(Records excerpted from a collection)
<<<<

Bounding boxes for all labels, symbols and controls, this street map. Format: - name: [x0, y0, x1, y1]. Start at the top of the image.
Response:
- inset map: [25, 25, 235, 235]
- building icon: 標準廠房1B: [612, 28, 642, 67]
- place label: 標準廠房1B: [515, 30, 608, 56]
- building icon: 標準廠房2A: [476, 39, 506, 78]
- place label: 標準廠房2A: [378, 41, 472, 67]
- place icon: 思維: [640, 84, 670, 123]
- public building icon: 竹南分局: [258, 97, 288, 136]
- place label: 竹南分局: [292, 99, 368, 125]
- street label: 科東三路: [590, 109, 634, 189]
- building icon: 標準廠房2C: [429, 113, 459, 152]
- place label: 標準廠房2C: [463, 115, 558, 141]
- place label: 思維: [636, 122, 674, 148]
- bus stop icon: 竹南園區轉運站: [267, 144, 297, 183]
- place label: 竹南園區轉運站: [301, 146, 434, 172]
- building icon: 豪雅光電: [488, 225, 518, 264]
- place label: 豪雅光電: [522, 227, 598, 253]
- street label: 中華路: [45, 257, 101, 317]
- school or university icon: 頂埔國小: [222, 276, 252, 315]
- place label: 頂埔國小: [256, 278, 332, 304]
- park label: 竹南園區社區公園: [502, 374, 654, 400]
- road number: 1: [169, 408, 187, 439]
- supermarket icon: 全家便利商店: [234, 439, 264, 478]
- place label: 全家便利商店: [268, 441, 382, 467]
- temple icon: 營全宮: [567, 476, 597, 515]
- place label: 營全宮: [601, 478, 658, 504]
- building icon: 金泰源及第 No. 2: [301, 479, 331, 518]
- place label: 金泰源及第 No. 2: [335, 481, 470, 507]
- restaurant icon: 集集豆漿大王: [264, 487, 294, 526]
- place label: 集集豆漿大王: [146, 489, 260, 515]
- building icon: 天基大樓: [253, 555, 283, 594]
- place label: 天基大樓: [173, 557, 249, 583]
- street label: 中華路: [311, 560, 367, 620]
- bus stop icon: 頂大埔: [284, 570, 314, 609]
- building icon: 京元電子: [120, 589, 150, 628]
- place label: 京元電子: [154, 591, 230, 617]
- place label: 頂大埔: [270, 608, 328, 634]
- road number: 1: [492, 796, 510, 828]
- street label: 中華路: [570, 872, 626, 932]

>>>>

• _TASK OBJECTIVE_
In the records above, find the lines holding "竹南分局". Copy each one.

• _TASK OUTPUT_
- public building icon: 竹南分局: [258, 97, 288, 136]
- place label: 竹南分局: [292, 99, 368, 125]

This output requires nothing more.